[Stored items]
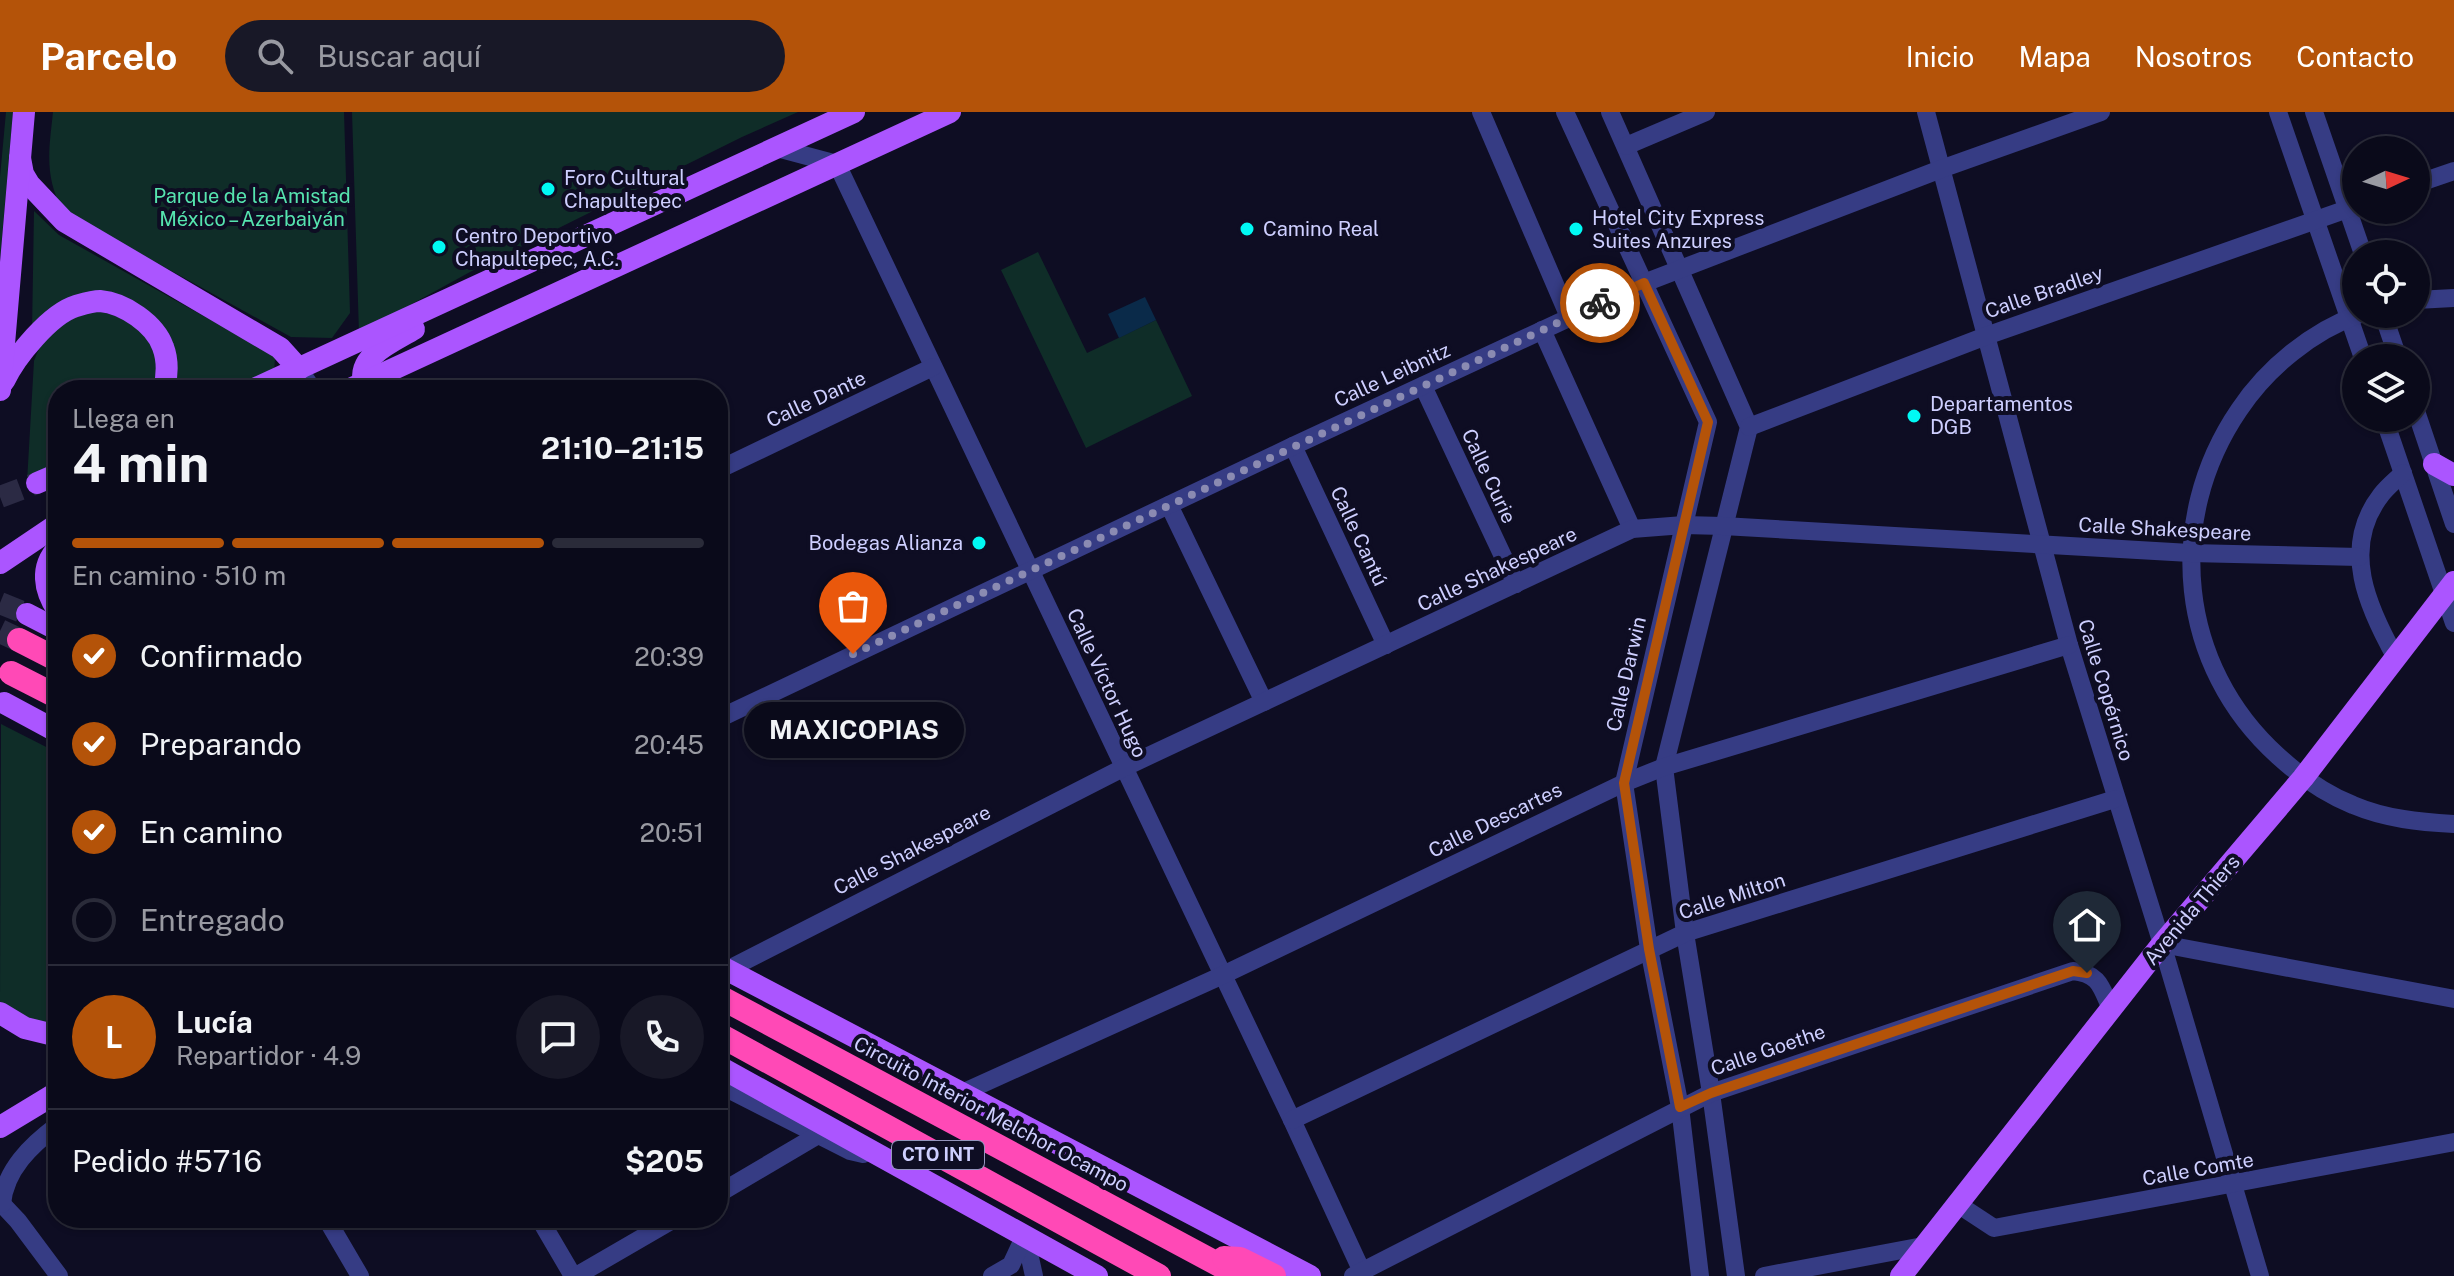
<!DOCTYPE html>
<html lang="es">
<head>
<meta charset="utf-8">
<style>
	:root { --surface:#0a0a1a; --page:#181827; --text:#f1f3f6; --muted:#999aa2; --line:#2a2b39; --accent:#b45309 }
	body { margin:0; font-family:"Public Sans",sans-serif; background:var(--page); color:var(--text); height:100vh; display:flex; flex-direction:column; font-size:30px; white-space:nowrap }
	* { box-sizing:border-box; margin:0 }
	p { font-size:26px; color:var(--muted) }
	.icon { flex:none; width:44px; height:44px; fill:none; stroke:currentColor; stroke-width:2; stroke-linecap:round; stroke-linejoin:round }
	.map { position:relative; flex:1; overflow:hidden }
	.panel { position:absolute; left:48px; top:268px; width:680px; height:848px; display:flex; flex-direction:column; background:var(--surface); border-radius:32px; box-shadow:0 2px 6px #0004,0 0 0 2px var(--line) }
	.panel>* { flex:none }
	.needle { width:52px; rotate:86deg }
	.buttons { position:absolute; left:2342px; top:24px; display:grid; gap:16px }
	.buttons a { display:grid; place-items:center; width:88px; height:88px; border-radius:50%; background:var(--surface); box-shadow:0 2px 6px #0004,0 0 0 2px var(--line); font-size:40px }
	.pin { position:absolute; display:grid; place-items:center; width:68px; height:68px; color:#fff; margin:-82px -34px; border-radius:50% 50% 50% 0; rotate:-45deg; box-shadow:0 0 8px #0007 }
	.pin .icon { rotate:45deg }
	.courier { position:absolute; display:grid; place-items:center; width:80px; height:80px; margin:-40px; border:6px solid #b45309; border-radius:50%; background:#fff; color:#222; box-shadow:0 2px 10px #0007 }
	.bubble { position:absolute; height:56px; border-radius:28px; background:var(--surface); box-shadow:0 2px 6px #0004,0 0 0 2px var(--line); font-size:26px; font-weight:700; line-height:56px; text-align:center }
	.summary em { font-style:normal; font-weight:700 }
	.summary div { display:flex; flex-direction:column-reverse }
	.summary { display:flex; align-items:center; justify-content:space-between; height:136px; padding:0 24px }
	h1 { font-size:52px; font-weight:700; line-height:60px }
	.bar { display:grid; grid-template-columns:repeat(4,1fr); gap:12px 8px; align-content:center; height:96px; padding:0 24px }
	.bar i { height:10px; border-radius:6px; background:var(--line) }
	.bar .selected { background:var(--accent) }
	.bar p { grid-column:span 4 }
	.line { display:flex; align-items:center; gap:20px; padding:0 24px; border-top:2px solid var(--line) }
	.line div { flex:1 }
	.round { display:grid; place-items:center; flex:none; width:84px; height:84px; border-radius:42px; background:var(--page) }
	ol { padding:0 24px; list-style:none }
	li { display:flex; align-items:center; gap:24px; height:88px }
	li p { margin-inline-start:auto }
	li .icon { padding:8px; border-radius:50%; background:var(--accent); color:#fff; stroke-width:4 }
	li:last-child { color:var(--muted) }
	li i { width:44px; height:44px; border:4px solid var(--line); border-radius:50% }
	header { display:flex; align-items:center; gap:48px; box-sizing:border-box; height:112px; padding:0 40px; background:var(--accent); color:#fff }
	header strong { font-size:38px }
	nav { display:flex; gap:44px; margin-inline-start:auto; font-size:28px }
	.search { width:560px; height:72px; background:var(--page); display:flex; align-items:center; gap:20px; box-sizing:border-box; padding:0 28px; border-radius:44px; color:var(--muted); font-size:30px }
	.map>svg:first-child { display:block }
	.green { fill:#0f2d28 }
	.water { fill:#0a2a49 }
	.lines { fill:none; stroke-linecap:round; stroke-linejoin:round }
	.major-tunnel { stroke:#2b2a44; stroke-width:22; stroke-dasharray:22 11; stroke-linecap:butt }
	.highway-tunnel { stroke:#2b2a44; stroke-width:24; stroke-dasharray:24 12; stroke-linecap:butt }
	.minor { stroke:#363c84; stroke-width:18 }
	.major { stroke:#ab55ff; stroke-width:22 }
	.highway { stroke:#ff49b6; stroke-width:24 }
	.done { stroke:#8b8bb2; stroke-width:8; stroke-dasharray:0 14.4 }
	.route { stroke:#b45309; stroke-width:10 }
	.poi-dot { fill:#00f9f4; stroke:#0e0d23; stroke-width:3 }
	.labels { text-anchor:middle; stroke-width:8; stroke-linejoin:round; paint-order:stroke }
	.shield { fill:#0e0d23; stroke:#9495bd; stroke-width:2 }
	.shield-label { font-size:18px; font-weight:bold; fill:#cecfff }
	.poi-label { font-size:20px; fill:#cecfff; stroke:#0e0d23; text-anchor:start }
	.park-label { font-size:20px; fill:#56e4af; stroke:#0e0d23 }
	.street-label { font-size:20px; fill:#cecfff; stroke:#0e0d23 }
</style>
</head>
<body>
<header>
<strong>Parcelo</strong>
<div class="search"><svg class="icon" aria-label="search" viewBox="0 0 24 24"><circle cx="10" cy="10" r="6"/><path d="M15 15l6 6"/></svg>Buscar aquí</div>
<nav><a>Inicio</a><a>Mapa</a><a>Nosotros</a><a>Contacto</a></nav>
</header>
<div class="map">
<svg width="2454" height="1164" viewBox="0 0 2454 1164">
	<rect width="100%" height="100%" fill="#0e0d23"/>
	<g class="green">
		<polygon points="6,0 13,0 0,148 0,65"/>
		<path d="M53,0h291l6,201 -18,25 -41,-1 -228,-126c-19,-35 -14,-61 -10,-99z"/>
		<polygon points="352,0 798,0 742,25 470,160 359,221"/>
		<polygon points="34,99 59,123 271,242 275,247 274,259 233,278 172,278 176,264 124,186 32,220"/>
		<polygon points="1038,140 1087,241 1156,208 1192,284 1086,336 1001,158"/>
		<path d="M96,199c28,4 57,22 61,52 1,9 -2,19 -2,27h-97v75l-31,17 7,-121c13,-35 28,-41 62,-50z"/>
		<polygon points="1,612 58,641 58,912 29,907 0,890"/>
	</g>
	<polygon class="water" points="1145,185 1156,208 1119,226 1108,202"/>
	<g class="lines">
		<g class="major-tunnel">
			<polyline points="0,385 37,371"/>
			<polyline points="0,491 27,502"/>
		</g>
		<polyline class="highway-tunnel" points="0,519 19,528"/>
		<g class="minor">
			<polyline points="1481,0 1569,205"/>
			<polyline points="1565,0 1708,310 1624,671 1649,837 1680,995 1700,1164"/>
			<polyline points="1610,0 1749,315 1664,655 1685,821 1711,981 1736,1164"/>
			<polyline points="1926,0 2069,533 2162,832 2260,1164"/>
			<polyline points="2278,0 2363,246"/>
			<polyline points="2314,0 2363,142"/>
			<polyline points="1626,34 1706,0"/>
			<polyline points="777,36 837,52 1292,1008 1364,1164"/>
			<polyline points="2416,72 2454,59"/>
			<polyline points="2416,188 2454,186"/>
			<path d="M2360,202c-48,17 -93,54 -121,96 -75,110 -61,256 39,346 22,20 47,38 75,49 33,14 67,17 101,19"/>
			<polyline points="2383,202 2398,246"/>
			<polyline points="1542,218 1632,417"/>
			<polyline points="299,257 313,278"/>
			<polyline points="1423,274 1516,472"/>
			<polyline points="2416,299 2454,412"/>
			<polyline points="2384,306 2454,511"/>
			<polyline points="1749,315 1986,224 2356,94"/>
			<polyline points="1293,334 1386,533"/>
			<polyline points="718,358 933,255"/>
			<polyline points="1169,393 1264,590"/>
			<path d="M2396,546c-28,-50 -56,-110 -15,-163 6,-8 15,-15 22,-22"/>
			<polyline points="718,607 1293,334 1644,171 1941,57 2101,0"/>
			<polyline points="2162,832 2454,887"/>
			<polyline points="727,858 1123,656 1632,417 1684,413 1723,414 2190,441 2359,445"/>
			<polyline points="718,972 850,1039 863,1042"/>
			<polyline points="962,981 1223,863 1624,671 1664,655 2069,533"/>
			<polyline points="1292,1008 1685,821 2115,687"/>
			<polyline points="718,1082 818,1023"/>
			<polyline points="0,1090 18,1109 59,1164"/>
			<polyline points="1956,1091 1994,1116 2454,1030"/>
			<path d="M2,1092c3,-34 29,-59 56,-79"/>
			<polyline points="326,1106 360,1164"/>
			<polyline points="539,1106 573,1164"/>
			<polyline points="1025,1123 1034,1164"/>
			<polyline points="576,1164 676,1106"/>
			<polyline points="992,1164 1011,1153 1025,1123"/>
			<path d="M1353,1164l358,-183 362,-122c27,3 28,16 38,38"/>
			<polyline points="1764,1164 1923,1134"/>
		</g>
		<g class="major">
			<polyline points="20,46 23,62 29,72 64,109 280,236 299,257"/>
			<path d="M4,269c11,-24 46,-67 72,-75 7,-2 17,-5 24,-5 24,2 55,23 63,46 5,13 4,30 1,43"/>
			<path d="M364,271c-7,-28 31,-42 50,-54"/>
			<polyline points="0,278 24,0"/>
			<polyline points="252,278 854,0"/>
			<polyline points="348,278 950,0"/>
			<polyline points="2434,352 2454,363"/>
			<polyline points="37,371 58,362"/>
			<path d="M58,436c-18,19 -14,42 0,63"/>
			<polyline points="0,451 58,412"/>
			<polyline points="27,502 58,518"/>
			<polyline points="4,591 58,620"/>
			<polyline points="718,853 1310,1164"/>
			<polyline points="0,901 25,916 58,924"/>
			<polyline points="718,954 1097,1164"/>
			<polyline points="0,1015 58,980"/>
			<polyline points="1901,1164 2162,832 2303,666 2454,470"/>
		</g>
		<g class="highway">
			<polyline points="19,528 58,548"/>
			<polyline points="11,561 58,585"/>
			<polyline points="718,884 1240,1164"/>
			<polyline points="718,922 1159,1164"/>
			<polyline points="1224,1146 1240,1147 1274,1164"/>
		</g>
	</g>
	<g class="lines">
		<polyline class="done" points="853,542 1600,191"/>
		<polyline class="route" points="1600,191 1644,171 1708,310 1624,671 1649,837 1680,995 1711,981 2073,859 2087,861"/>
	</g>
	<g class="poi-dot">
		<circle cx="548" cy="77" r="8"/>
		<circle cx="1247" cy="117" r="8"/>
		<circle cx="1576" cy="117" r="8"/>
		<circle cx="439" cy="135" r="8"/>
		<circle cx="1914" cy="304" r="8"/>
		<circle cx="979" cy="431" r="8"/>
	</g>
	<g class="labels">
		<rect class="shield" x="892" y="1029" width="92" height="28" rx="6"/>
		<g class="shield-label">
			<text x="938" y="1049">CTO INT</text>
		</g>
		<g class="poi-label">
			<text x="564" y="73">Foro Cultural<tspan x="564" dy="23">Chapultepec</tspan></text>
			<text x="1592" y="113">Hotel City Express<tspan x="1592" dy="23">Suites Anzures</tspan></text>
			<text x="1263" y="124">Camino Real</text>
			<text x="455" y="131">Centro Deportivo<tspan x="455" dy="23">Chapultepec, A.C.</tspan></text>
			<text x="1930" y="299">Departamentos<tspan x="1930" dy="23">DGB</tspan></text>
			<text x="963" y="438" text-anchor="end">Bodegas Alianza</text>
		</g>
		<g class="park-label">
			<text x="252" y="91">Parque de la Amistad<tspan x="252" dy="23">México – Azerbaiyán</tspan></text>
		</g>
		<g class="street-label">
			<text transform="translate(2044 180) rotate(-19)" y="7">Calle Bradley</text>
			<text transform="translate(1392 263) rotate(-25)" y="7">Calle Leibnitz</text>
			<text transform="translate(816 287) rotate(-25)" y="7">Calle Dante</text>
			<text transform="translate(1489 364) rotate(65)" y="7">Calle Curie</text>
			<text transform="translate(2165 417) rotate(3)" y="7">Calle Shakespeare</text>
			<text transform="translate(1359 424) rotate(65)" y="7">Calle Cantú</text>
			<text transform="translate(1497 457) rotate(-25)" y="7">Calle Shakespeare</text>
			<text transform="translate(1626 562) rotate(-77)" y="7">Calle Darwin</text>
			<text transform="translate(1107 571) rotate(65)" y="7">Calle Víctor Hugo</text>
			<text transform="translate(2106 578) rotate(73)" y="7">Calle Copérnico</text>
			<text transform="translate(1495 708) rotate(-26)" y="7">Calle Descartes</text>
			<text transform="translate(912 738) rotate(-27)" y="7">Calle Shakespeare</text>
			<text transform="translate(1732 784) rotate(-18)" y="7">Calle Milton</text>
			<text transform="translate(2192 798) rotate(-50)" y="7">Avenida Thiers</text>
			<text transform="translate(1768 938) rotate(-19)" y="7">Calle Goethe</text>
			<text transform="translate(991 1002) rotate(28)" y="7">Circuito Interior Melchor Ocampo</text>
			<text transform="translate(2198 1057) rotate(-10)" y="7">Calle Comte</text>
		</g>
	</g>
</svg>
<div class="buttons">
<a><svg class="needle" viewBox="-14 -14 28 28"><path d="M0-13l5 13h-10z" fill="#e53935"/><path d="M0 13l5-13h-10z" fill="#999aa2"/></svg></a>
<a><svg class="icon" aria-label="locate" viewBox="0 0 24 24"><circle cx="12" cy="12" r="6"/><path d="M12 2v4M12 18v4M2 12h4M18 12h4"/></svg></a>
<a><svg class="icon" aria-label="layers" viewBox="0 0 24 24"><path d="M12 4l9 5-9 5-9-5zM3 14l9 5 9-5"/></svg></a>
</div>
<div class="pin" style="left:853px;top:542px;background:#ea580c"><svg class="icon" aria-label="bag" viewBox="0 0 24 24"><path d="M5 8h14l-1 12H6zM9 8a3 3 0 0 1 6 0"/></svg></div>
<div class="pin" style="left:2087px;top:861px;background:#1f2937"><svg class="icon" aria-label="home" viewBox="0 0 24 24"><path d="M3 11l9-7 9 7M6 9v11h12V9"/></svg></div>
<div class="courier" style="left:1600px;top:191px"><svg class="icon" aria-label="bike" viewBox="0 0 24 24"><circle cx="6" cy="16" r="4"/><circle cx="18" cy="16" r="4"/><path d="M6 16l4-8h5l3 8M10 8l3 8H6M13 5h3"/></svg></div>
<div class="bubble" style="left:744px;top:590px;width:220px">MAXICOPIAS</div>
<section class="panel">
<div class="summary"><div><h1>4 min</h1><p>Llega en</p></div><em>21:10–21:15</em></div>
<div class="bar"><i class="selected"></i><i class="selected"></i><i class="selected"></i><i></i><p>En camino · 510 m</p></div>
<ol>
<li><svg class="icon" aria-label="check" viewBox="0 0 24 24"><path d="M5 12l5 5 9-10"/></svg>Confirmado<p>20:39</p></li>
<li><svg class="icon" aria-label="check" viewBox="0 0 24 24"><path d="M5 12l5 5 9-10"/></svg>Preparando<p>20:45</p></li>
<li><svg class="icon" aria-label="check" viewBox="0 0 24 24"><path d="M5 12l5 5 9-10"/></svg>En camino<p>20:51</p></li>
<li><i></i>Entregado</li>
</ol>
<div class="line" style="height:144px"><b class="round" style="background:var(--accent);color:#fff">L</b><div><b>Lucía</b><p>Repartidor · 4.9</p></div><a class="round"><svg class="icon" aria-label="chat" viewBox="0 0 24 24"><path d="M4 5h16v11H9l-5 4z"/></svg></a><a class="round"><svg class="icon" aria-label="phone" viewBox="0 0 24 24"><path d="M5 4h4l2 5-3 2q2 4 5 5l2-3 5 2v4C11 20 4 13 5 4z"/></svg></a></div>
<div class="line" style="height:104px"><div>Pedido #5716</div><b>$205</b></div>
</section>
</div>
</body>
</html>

INSTRUCTIONS FOR THE TASK:
For this answer, return word for word the lines from the first line of the records through the line containing "flex:none; width:44px; height:44px;". Omit the pictures.

YOUR RESPONSE:
<!DOCTYPE html>
<html lang="es">
<head>
<meta charset="utf-8">
<style>
	:root { --surface:#0a0a1a; --page:#181827; --text:#f1f3f6; --muted:#999aa2; --line:#2a2b39; --accent:#b45309 }
	body { margin:0; font-family:"Public Sans",sans-serif; background:var(--page); color:var(--text); height:100vh; display:flex; flex-direction:column; font-size:30px; white-space:nowrap }
	* { box-sizing:border-box; margin:0 }
	p { font-size:26px; color:var(--muted) }
	.icon { flex:none; width:44px; height:44px; fill:none; stroke:currentColor; stroke-width:2; stroke-linecap:round; stroke-linejoin:round }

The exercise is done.